Problem to solve ->
Establish how many lines in the records below include the word "output"; respond with that number only.

┏━━

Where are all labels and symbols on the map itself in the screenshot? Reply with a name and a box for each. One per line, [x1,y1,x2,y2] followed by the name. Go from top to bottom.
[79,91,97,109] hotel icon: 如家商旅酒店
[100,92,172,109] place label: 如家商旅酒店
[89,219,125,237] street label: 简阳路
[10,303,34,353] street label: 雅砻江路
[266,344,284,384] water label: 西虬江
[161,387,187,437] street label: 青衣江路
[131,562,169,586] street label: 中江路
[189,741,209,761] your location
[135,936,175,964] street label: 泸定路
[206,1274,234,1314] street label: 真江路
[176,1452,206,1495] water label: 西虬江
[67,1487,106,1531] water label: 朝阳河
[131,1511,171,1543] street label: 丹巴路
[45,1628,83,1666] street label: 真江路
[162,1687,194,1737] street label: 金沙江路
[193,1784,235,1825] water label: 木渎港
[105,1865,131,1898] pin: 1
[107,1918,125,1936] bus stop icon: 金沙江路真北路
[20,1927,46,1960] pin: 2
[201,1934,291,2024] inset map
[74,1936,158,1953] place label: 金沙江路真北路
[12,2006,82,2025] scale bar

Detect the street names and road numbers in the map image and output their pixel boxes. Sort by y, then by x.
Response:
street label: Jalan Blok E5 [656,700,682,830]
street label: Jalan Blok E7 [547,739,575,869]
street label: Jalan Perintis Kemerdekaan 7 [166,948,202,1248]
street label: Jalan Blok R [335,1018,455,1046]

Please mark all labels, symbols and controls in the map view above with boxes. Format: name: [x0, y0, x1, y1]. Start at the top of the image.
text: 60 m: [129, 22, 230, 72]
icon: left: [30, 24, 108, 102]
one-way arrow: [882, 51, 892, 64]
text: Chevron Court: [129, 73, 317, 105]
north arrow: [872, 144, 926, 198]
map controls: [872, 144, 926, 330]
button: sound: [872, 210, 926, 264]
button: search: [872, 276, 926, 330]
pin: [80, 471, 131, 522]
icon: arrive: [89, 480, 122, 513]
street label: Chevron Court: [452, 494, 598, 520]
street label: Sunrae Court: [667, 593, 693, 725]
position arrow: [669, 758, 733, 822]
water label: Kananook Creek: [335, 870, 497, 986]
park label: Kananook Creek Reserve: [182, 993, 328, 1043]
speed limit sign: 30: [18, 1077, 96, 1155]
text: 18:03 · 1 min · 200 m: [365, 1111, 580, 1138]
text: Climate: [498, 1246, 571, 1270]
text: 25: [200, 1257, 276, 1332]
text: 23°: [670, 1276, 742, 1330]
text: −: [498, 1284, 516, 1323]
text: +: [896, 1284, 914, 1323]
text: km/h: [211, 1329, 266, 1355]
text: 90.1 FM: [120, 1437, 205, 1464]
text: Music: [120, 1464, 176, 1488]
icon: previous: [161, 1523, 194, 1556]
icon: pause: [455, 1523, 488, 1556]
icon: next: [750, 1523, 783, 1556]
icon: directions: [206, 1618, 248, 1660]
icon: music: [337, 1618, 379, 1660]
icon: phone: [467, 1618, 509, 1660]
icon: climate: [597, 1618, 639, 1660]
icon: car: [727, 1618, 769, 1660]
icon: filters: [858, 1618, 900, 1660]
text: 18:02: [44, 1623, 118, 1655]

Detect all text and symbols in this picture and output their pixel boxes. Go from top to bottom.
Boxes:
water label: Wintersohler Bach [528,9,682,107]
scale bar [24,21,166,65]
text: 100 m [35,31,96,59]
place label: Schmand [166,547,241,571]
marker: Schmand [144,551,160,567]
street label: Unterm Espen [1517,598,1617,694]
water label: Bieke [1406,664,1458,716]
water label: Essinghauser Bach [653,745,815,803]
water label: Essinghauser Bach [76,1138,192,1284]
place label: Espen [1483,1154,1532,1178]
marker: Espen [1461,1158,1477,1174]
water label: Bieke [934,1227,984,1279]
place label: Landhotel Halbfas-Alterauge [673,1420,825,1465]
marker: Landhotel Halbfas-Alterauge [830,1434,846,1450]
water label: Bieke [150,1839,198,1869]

┗━━

Exercise result ->
2